_Your objective_. What lines in the following entries hold the word "position"? Copy each one.

_Entries supplied_.
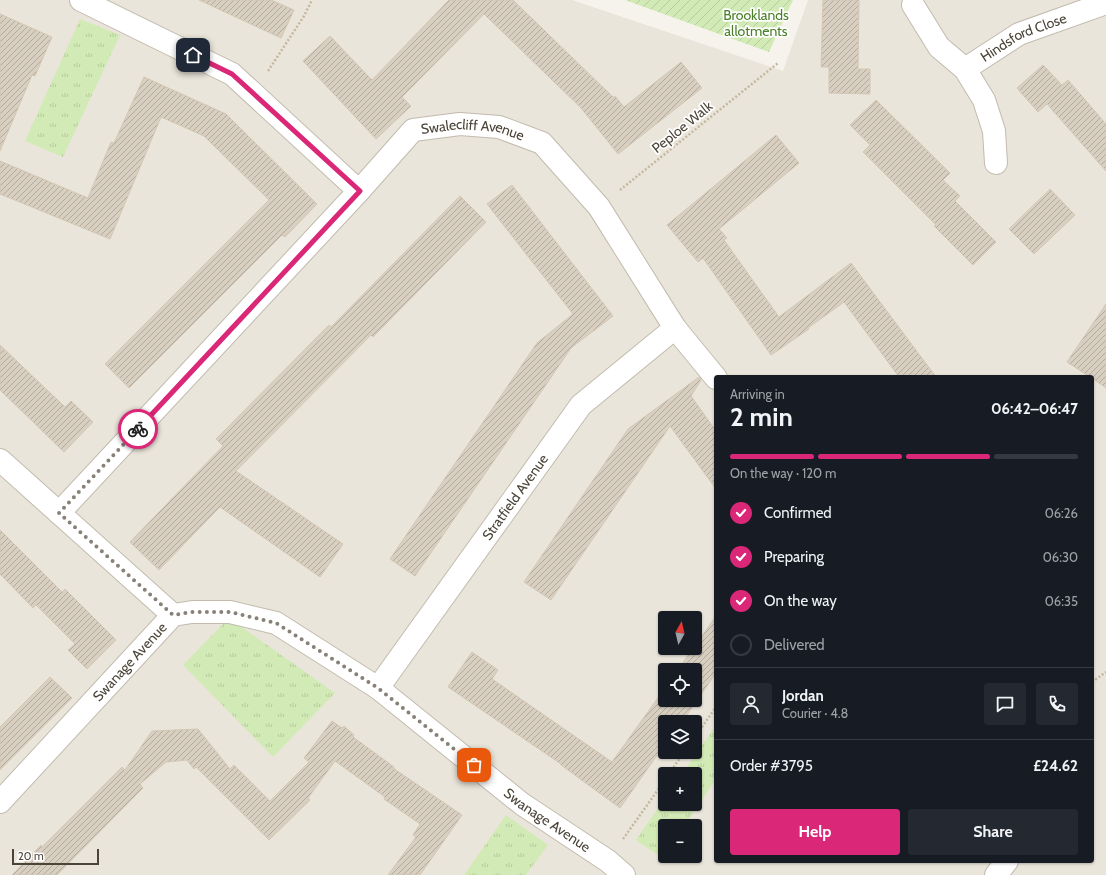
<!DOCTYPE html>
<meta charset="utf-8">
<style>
body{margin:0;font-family:Cabin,sans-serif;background:#242831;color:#f1f3f6;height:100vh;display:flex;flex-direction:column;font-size:15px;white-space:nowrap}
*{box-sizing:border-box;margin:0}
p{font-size:13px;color:#9ea1a6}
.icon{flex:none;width:22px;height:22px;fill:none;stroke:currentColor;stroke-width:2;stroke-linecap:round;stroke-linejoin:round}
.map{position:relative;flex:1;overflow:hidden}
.details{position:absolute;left:714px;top:375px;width:380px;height:488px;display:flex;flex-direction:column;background:#171b24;border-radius:4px;box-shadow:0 1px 3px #0004}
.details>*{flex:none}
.needle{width:26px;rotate:8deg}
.fabs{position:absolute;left:658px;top:611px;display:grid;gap:8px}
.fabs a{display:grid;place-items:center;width:44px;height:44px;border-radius:4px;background:#171b24;box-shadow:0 1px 3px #0004;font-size:20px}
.scale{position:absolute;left:12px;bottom:10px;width:87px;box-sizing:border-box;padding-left:4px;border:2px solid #4b4439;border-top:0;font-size:11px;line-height:14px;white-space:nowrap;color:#4b4439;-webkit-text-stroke:3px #fff;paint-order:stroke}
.pin{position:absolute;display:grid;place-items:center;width:34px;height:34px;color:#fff;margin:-17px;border-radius:8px;box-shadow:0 2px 6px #0006}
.courier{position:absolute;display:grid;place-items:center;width:40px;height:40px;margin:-20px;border:3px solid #db2777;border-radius:50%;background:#fff;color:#222;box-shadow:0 1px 5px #0007}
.summary em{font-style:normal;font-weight:800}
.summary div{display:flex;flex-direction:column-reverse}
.summary{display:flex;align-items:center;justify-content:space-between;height:68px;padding:0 16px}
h1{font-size:26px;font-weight:800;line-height:30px}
.bar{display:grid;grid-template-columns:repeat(4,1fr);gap:6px 4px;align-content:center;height:48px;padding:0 16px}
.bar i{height:5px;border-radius:3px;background:#363941}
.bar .active{background:#db2777}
.bar p{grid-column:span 4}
.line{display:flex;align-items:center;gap:10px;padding:0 16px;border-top:1px solid #363941}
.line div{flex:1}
.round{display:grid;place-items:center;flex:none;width:42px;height:42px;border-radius:4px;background:#242831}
ol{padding:0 16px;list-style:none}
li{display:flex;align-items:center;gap:12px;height:44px}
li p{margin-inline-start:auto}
li .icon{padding:4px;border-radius:50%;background:#db2777;color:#fff;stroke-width:4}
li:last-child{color:#9ea1a6}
li i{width:22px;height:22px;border:2px solid #363941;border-radius:50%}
.primary-button{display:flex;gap:8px;margin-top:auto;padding:8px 16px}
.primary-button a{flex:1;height:46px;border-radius:4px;background:#db2777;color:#fff;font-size:16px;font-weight:800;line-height:46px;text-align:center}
.primary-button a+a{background:#242831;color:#f1f3f6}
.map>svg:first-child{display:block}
</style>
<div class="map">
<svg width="1106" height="875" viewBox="0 0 1106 875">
<defs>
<pattern id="grass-tufts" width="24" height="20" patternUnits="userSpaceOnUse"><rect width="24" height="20" fill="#d2eab5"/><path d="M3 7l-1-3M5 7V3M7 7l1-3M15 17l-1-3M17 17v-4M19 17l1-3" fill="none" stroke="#b6ca9c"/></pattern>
<pattern id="garden-furrows" width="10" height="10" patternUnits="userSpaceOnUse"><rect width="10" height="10" fill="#d2eab5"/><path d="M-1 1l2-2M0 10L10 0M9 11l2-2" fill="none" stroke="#b6ca9c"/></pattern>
<pattern id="building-hatch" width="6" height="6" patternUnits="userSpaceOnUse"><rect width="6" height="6" fill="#d8cfc1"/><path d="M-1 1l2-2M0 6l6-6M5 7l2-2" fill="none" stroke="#b1aa9e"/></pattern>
</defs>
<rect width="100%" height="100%" fill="#f6f3ec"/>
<!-- residential -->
<path fill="#eae5da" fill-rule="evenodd" d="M0,0h572l211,71 25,-71h298v875h-1106zM716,377h376v484h-376zM665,618h30v30h-30zM665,670h30v30h-30zM665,722h30v30h-30zM665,774h30v30h-30zM665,826h30v30h-30z"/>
<!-- grass -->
<path fill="url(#grass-tufts)" d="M80,19l40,16 -57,122 -38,-16z
M225,622l11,1 99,70 -62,64 -90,-92z
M716,725v54l-32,47h-19v27l-3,5 -26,-18 29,-42v6h30v-30h-13z
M506,815l42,30 -22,30h-62z"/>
<!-- garden -->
<path fill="url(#garden-furrows)" d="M625,0h168l-24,52z"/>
<!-- building -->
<path fill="url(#building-hatch)" stroke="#d3c7b4" d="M199,0h72l23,10 -13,28z
M449,0h64l101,98 1,-2 9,11 57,-45 21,26 -84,66 -37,-46 -97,-94 -82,83 9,9 -35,33 -73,-78 27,-25 42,44z
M823,0h36l-1,69h12v25l-41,-1v-26h-8z
M0,14l52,23 -17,39 -3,-1 -32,76z
M1043,65l19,20 6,-5 38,44v47l-59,-67 -9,8 -21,-24z
M144,77l82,37 91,90 -32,33 -3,-2 -153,153 -24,-24 164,-164 -65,-64 -43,-19 -51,122 -110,-45v-33l88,37 23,-56 3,1z
M876,100l74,73 -7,7 17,16 -5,5 41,41 -23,23 -39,-39 2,-1 -73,-73 7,-7 -20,-20z
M776,135l23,28 -80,66 8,9 -3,2 55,77 72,-54 85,114h-37l-55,-75 -36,26 1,1 -38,26 -68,-97 -5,4 -31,-37z
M512,185l101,131 -42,32 -156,228 -25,-17 147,-216 36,-29 -86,-110z
M1050,189l25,26 -41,39 -25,-25z
M460,196l26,26 -113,115 -2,-2 -135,136 107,73 -23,33 -100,-70 -61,63 -29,-28 93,-96 -7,-7 113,-114 2,2z
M1106,304v84l-14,-10v-1h-2l-23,-15z
M0,345l65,62 6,-6 22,21 -29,30 -64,-62z
M699,377l2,3 -10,16 25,35v58l-46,-63 -119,174 -27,-18 104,-153z
M0,530l62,62 3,-3 51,51 -29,29 -19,-19 7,-6 -39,-39 -3,3 -33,-34z
M716,616v57l-34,49h-17v22l-45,64 -59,-43v-1l-113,-77 24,-35 26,18 -6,9 120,83 53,-74v12h30v-30h-17l15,-22h2v-2z
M50,677l22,21 -72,72v-43z
M332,721l10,7 2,-2 10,9 -1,2 41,30 -1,1 69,47 -42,60h-32l28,-38 -3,-2 7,-11 -36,-25 1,-2 -50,-36 -27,37 2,2 -41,40 -73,-73 -2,2 -7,-9 -21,2 -26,22 3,4 -86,87h-45l29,-30 1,2 80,-80 3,3 27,-39 46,-2 32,40 4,-4 36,36 39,-39 -5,-4z"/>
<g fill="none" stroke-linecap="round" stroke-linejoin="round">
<!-- minor casing -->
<g stroke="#c2bbae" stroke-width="24">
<g id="minor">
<path d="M81,0l151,74 127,117"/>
<path d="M913,5l26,42 26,22 19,31 10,31 2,32"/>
<path id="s1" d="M965,69l54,-35 87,-31"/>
<path d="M0,460l173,155"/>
<path id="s2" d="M59,513l300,-322 54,-61 47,-6 39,3 43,16 57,64 76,121 41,50"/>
<path id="s3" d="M378,688l203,-283 94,-77"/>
<path id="s4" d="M0,802l173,-187 19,-3h38l46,11 102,65 144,116 86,57 16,14"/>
<path d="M996,875l11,-14"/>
</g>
</g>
<!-- path -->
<path stroke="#c4b79f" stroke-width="2.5" stroke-dasharray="2 2" stroke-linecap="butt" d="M268,71l36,-55 8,-16
M620,190l158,-127
M1092,682l14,-10
M695,737l21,-30
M669,774l15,-22
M623,839l42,-59"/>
<!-- minor -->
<use href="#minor" stroke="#fff" stroke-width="22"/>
</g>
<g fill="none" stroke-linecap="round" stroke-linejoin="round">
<!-- done -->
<path stroke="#878178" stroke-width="4" stroke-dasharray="0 7.2" d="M138,429l-79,84 114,102 19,-3h38l46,11 102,65 96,77"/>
<!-- route -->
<path stroke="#db2777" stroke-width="5" d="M138,429l222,-238 -128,-117 -39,-19"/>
</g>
<g text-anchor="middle" stroke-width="3.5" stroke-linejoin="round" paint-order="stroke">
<!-- park labels -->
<g font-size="14" fill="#4a7f2a" stroke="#fff">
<text x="756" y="20">Brooklands<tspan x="756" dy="16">allotments</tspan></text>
</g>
<!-- street labels -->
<g font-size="14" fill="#4b4439" stroke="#fff">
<text dy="5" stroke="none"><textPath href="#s1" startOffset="67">Hindsford Close</textPath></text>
<text transform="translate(682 127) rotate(-39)" y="5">Peploe Walk</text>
<text dy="5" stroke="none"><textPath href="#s2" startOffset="582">Swalecliff Avenue</textPath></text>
<text dy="5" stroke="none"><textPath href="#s3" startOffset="235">Stratfield Avenue</textPath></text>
<text dy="5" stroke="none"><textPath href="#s4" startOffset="191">Swanage Avenue</textPath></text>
<text dy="5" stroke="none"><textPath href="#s4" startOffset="695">Swanage Avenue</textPath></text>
</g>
</g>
</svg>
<div class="fabs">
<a><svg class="needle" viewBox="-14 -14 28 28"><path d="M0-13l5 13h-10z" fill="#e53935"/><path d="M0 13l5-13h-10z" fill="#9ea1a6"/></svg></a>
<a><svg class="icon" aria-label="locate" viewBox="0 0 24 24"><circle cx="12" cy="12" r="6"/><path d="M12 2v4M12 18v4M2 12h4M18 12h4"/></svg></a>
<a><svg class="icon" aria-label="layers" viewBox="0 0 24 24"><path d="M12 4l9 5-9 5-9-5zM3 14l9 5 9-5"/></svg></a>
<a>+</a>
<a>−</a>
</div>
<div class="scale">20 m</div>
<div class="pin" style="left:474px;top:765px;background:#ea580c"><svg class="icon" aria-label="bag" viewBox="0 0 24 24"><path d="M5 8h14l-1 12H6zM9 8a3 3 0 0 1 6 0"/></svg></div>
<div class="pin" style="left:193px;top:55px;background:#1f2937"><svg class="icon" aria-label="home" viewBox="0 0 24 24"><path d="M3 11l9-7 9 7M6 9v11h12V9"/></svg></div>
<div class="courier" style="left:138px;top:429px"><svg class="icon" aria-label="bike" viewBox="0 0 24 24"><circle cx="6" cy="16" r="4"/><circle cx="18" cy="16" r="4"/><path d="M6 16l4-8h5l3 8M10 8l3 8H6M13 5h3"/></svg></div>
<section class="details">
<div class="summary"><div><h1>2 min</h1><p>Arriving in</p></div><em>06:42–06:47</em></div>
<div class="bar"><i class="active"></i><i class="active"></i><i class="active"></i><i></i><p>On the way · 120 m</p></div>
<ol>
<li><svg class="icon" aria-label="check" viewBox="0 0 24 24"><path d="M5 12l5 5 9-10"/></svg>Confirmed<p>06:26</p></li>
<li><svg class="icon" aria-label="check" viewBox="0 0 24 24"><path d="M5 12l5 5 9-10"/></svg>Preparing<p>06:30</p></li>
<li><svg class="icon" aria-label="check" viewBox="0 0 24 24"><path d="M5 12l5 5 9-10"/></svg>On the way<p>06:35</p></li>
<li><i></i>Delivered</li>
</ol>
<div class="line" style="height:72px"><a class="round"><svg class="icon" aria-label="person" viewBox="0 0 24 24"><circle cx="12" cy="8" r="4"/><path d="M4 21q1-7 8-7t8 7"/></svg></a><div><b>Jordan</b><p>Courier · 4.8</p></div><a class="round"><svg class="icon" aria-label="chat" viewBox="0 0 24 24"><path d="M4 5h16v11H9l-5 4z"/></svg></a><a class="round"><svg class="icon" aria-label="phone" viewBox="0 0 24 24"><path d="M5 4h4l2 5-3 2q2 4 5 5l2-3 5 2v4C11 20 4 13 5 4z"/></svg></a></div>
<div class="line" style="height:52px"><div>Order #3795</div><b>£24.62</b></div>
<div class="primary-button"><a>Help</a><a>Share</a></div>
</section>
</div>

_Response area_.
.map{position:relative;flex:1;overflow:hidden}
.details{position:absolute;left:714px;top:375px;width:380px;height:488px;display:flex;flex-direction:column;background:#171b24;border-radius:4px;box-shadow:0 1px 3px #0004}
.fabs{position:absolute;left:658px;top:611px;display:grid;gap:8px}
.scale{position:absolute;left:12px;bottom:10px;width:87px;box-sizing:border-box;padding-left:4px;border:2px solid #4b4439;border-top:0;font-size:11px;line-height:14px;white-space:nowrap;color:#4b4439;-webkit-text-stroke:3px #fff;paint-order:stroke}
.pin{position:absolute;display:grid;place-items:center;width:34px;height:34px;color:#fff;margin:-17px;border-radius:8px;box-shadow:0 2px 6px #0006}
.courier{position:absolute;display:grid;place-items:center;width:40px;height:40px;margin:-20px;border:3px solid #db2777;border-radius:50%;background:#fff;color:#222;box-shadow:0 1px 5px #0007}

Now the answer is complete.